=== RECORDS PROVIDED ===
+ + + + +

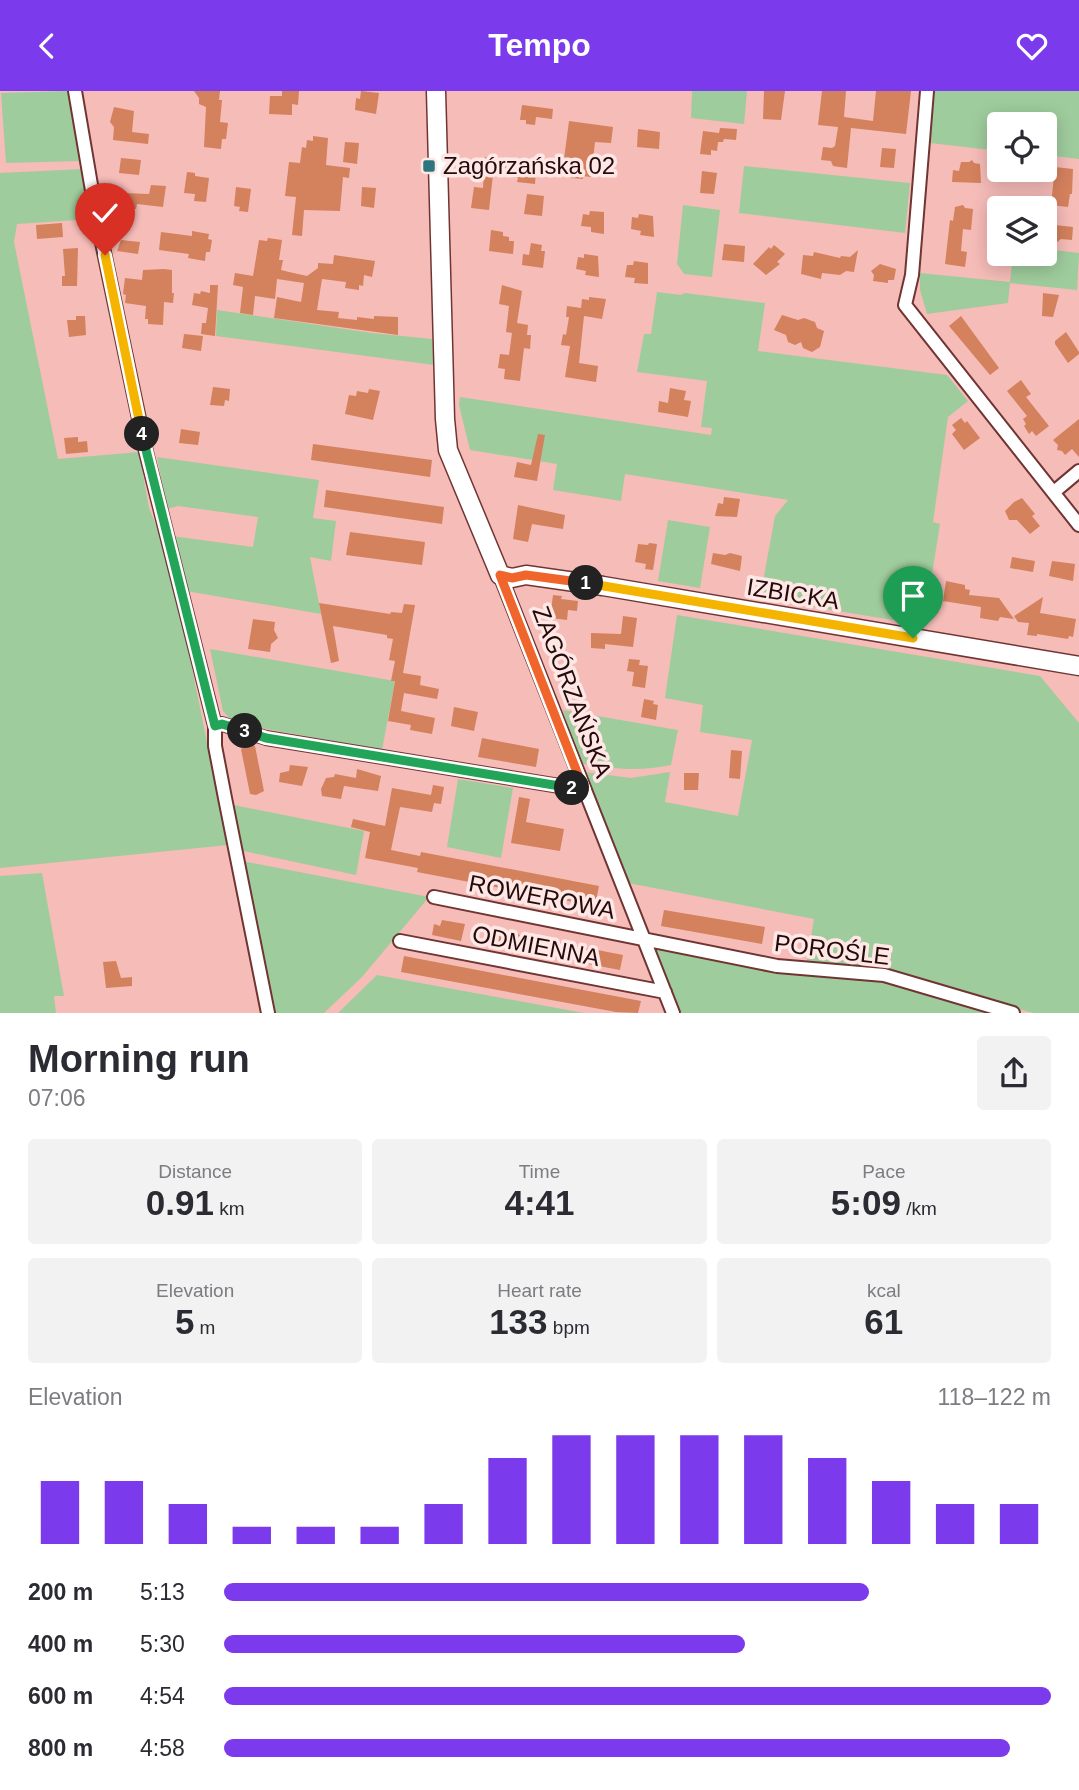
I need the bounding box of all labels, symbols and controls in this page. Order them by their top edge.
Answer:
icon: back [28,27,66,65]
text: Tempo [488,27,591,63]
icon: heart [1013,27,1051,65]
map controls [987,112,1057,266]
button: locate [987,112,1057,182]
place label: Zagórzańska 02 [443,152,615,179]
marker: Zagórzańska 02 [421,158,437,174]
pin [75,183,135,255]
icon: check [86,194,124,232]
button: layers [987,196,1057,266]
pin: 4 [124,417,160,451]
text: 4 [136,423,147,444]
pin: 1 [568,566,604,601]
pin [883,566,943,638]
text: 1 [580,572,591,593]
street label: IZBICKA [745,573,841,614]
icon: arrive [894,577,932,615]
street label: ZAGÓRZAŃSKA [527,602,618,781]
pin: 3 [228,713,262,749]
text: 3 [239,720,250,741]
pin: 2 [554,771,590,805]
text: 2 [566,777,577,798]
street label: ROWEROWA [467,869,618,924]
street label: ODMIENNA [470,920,602,971]
street label: POROŚLE [773,929,891,970]
button: share [977,1036,1051,1110]
text: Morning run [28,1038,250,1080]
text: 07:06 [28,1085,86,1111]
text: Distance [158,1161,232,1182]
text: Time [519,1161,560,1182]
text: Pace [862,1161,905,1182]
text: 0.91 [146,1183,214,1222]
text: 4:41 [504,1183,575,1222]
text: 5:09 [831,1183,901,1222]
text: km [214,1198,245,1219]
text: /km [901,1198,937,1219]
text: Elevation [156,1280,234,1301]
text: Heart rate [497,1280,582,1301]
text: kcal [867,1280,901,1301]
text: 5 [175,1302,194,1341]
text: 133 [489,1302,548,1341]
text: 61 [864,1302,903,1341]
text: m [194,1317,215,1338]
text: bpm [548,1317,590,1338]
text: Elevation [28,1384,123,1410]
text: 118–122 m [938,1384,1051,1410]
text: 200 m [28,1579,93,1605]
text: 5:13 [140,1579,185,1605]
text: 400 m [28,1631,93,1657]
text: 5:30 [140,1631,185,1657]
text: 600 m [28,1683,93,1709]
text: 4:54 [140,1683,185,1709]
text: 800 m [28,1735,93,1761]
text: 4:58 [140,1735,185,1761]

+ + + + +

=== TASK INSTRUCTIONS ===
Your job is to repeat the data exactly, leaving each picture out.

=== YOUR RESPONSE ===
I need the bounding box of all labels, symbols and controls in this page. Order them by their top edge.
Answer:
icon: back [28,27,66,65]
text: Tempo [488,27,591,63]
icon: heart [1013,27,1051,65]
map controls [987,112,1057,266]
button: locate [987,112,1057,182]
place label: Zagórzańska 02 [443,152,615,179]
marker: Zagórzańska 02 [421,158,437,174]
pin [75,183,135,255]
icon: check [86,194,124,232]
button: layers [987,196,1057,266]
pin: 4 [124,417,160,451]
text: 4 [136,423,147,444]
pin: 1 [568,566,604,601]
pin [883,566,943,638]
text: 1 [580,572,591,593]
street label: IZBICKA [745,573,841,614]
icon: arrive [894,577,932,615]
street label: ZAGÓRZAŃSKA [527,602,618,781]
pin: 3 [228,713,262,749]
text: 3 [239,720,250,741]
pin: 2 [554,771,590,805]
text: 2 [566,777,577,798]
street label: ROWEROWA [467,869,618,924]
street label: ODMIENNA [470,920,602,971]
street label: POROŚLE [773,929,891,970]
button: share [977,1036,1051,1110]
text: Morning run [28,1038,250,1080]
text: 07:06 [28,1085,86,1111]
text: Distance [158,1161,232,1182]
text: Time [519,1161,560,1182]
text: Pace [862,1161,905,1182]
text: 0.91 [146,1183,214,1222]
text: 4:41 [504,1183,575,1222]
text: 5:09 [831,1183,901,1222]
text: km [214,1198,245,1219]
text: /km [901,1198,937,1219]
text: Elevation [156,1280,234,1301]
text: Heart rate [497,1280,582,1301]
text: kcal [867,1280,901,1301]
text: 5 [175,1302,194,1341]
text: 133 [489,1302,548,1341]
text: 61 [864,1302,903,1341]
text: m [194,1317,215,1338]
text: bpm [548,1317,590,1338]
text: Elevation [28,1384,123,1410]
text: 118–122 m [938,1384,1051,1410]
text: 200 m [28,1579,93,1605]
text: 5:13 [140,1579,185,1605]
text: 400 m [28,1631,93,1657]
text: 5:30 [140,1631,185,1657]
text: 600 m [28,1683,93,1709]
text: 4:54 [140,1683,185,1709]
text: 800 m [28,1735,93,1761]
text: 4:58 [140,1735,185,1761]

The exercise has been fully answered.